Last year, we stated 2016 was the year of artificial intelligence as tools and solutions became smarter and more advanced. This past year, artificial intelligence went from a sought-after technology to a reality for most organizations.
Today, we have devices that can react, respond and recommend on their own. Developer solutions have also evolved to automate and speed up the software development lifecycle through automated testing and automated builds as well as the ability find, detect and fix bugs through monitoring and testing. With the Internet of Things, and the multiple devices people have today, it would not be possible to manage the amount of data and learn from that data to make intelligent business decisions without artificial intelligence.
A few years ago, those capabilities were only an idea for the future or only available to a few technology giants, and now it is becoming the new norm for devices and solutions. This is only the beginning as organizations invest heavily in the technology and clear the path for developers. It is important to note that when we talk about artificial intelligence, it is used as an umbrella term and encompasses AI, machine learning, deep learning, and other cognitive technologies.
Google continued its work in the machine learning realm with its open-source framework for machine learning, TensorFlow. In February, the library finally reached 1.0. Google built upon the library throughout the year with the release of TensorFlow Debugger for visibility into TensorFlow graphs, Tensor2Tensor for training deep learning models, the TensorFlow Object Detection API, and TensorFlow Lite for machine learning models on mobile and embedded devices. By the end of the year, TensorFlow reached version 1.4 with the machine learning framework Keras, the dataset API, support for Python generators, and new functions for simplifying training and evaluation.
Google also started the AI through the People + AI Research initiative announced in July. The initiative is designed to look into how users interact with AI and the benefits it will provide.
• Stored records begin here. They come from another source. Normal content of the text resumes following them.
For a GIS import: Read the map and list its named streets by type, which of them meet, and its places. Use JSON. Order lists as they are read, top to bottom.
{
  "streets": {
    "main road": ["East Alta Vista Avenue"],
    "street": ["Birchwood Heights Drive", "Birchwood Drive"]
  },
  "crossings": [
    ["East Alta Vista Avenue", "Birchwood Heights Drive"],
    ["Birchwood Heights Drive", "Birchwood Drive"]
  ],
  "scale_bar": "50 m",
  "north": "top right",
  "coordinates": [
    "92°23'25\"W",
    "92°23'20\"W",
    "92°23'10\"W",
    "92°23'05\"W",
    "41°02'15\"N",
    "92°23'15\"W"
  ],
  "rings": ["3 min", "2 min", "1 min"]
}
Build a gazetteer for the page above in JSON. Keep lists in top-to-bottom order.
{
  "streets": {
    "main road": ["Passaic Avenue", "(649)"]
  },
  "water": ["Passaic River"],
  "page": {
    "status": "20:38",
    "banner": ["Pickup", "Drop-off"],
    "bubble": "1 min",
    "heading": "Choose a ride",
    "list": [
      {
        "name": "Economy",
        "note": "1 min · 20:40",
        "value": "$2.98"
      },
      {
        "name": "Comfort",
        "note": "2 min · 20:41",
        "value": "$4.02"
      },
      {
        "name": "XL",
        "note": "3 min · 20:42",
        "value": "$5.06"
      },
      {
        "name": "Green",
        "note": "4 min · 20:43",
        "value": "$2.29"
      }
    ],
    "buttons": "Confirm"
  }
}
Other companies worked on providing developers with more tools to build on AI. NVIDIA announced a mission to close the expertise gap in the field of artificial intelligence in May at the GPU Technology Conference. The company announced plans to increase the amount of AI developers tenfold this year through the NVIDIA Deep Learning Institute. NVIDIA also teamed up with Facebook earlier in the year to release Caffe2, an open-source deep learning framework for creating large-scale distributed training scenarios. Salesforce announced Einstein Platform Services to give developers more tools to build AI into their apps.
Microsoft continued to invest in artificial intelligence technology throughout the year with the launch of the Open Neural Network Exchange in conjunction with Facebook to provide neural network framework interoperability, the release of its Security Risk Detection tool that uses AI to find and detect software bugs, the launch of the open-source deep learning library Gluon with Amazon, Visual Studio Tools for AI, and Azure IoT Edge.
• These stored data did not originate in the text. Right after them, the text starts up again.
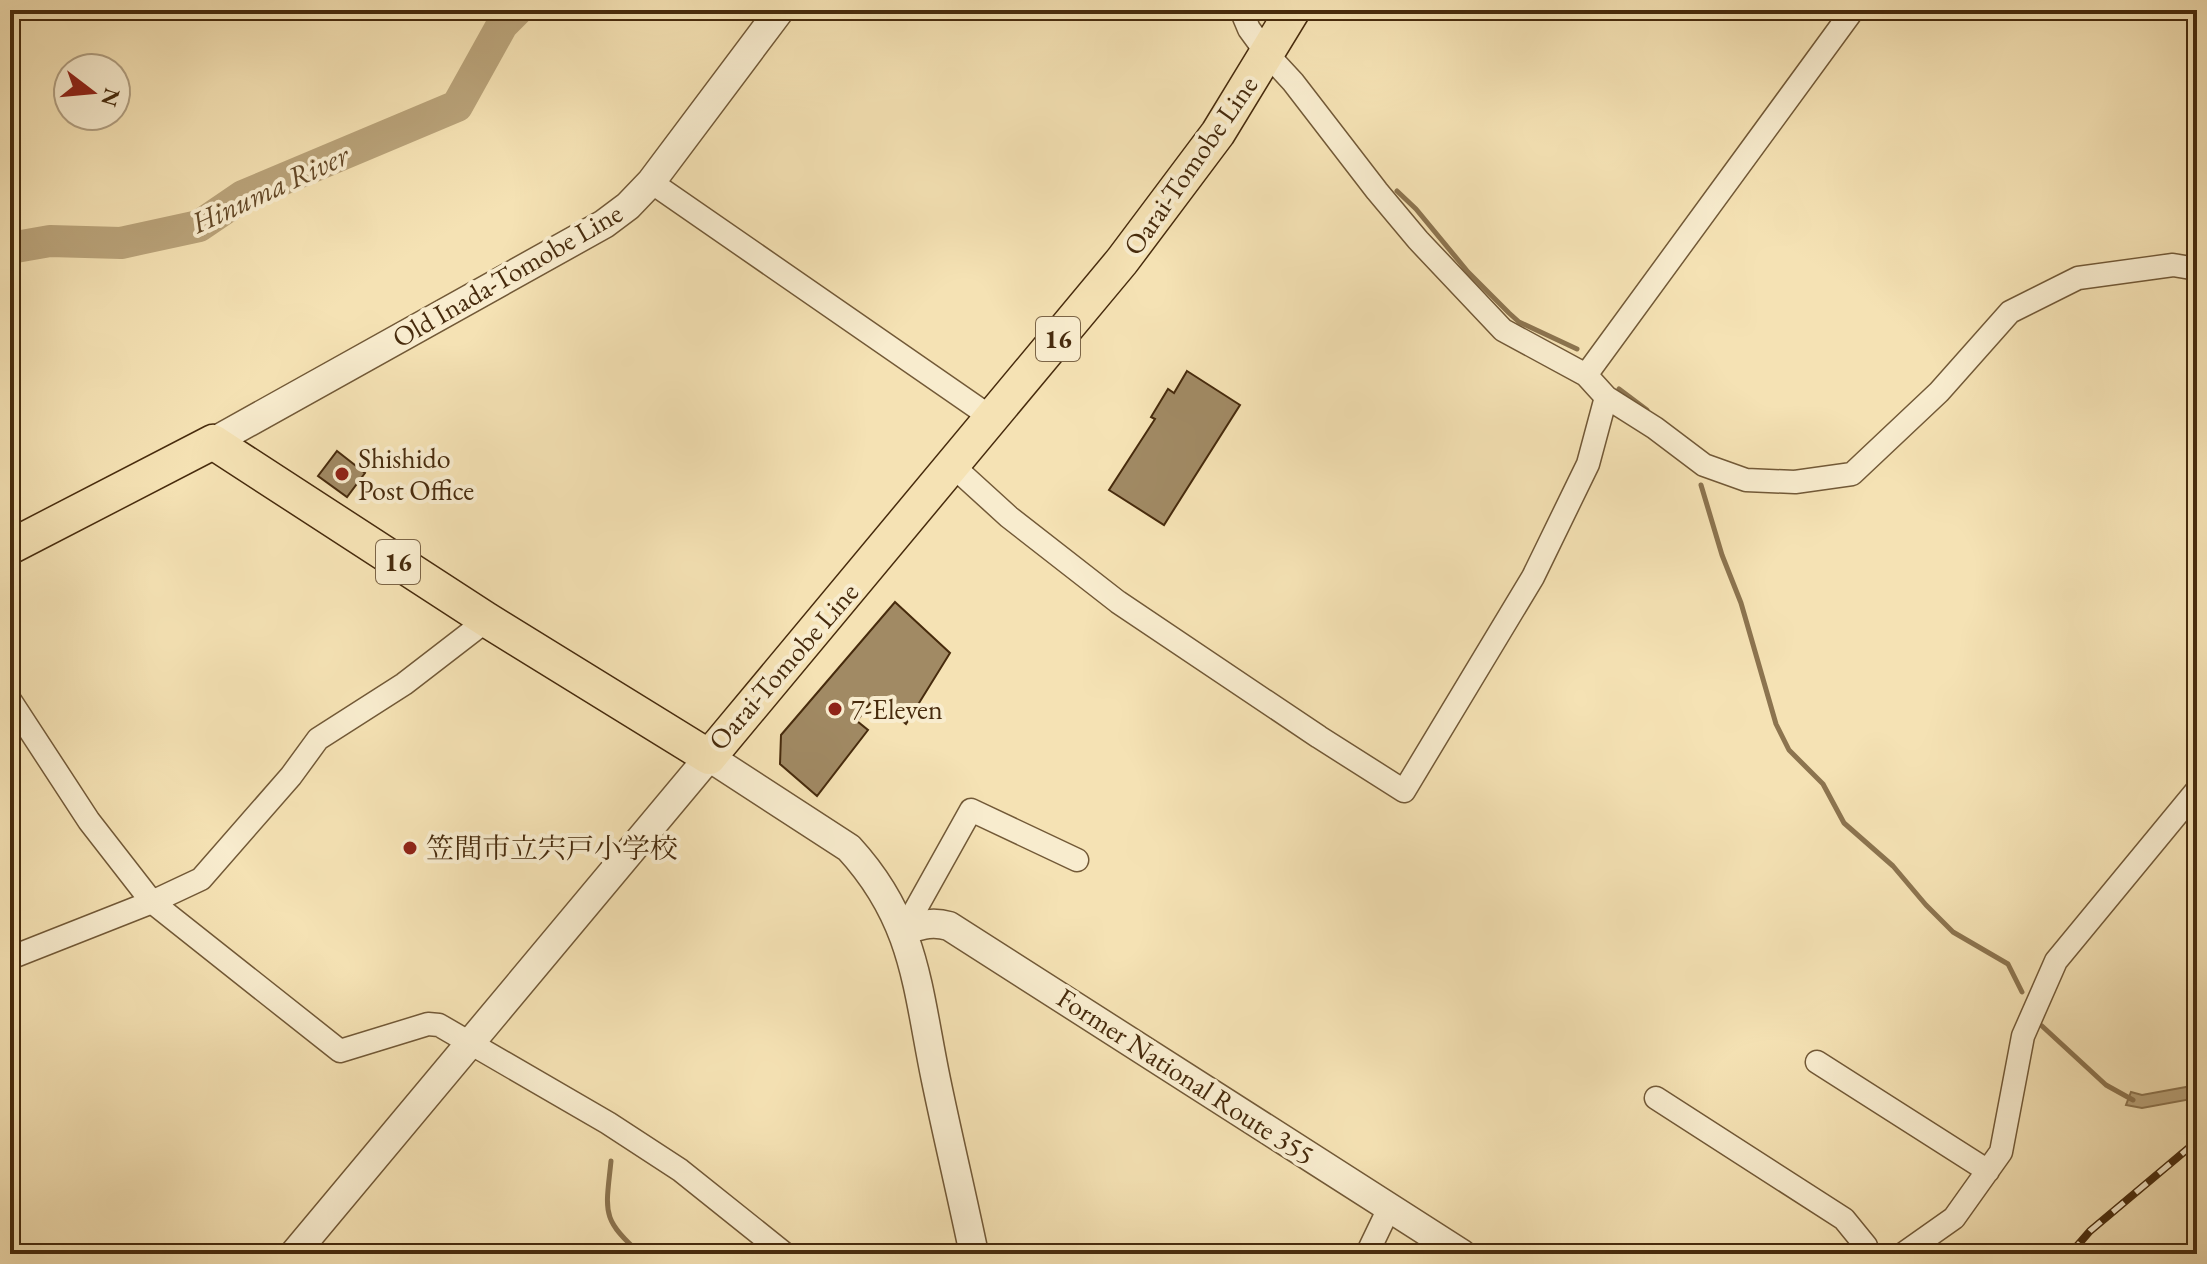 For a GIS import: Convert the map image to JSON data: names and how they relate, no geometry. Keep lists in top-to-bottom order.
{
  "streets": {
    "main road": ["Oarai-Tomobe Line", "16"],
    "street": ["Old Inada-Tomobe Line", "Former National Route 355"]
  },
  "crossings": [
    ["Oarai-Tomobe Line", "Old Inada-Tomobe Line"]
  ],
  "water": ["Hinuma River"],
  "places": ["Shishido Post Office", "7-Eleven", "笠間市立宍戸小学校"],
  "north": "right"
}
Other investments included: IBM announced plans to create an AI research partnership with MIT, and the Partnership on AI to Benefit People and Society expanded its efforts with eight new for-profit partners and 14 non-profit partners. New venture capital funds such as Toyota AI Ventures, and Google’s Gradient Ventures were created to provide funding, mentorship and support to AI startups.
The Linux Foundation also introduced the Acumous Project to help democratize the building, sharing and deploying of AI apps.
However, despite the advantages to artificial intelligence, others warned that users should not get too comfortable. Carnegie Mellon University’s Software Engineering Institute released its 2017 Emerging Technology Domains Risk report in October warning about the security impact of vulnerabilities in machine learning, especially when sensitive information is involved. “The ability of an adversary to introduce malicious or specially crafted data for use by a machine learning algorithm may lead to inaccurate conclusions or incorrect behavior,” according to the report.
Hyrum Anderson, technical director of data science for cybersecurity provider Endgame, had similar views when he spoke at the 2017 USA Black Hat event in July and stated that machine learning was not a silver bullet for security. According to Anderson, machine learning has blind spots and can be easy to exploit.
DeepMind launched the DeepMind Ethics & Society research unit in October to not only help technologies develop AI application, but to pave the way for beneficial and responsible AI.
Looking towards 2018, Gartner revealed having an AI foundation will be a top strategy technology trend with areas like data preparation, integration, algorithm and training methodology selection, and model creation being ripe for investment. Gartner also sees new intelligent apps, analytics, and things such as autonomous vehicles, robots, drones and IoT being prevalent in the AI landscape next year.
In Forrester’s 2018 predictions, the organization foresees artificial intelligence and machine learning continuing to replace manual and repetitive tasks through bots in the coming year.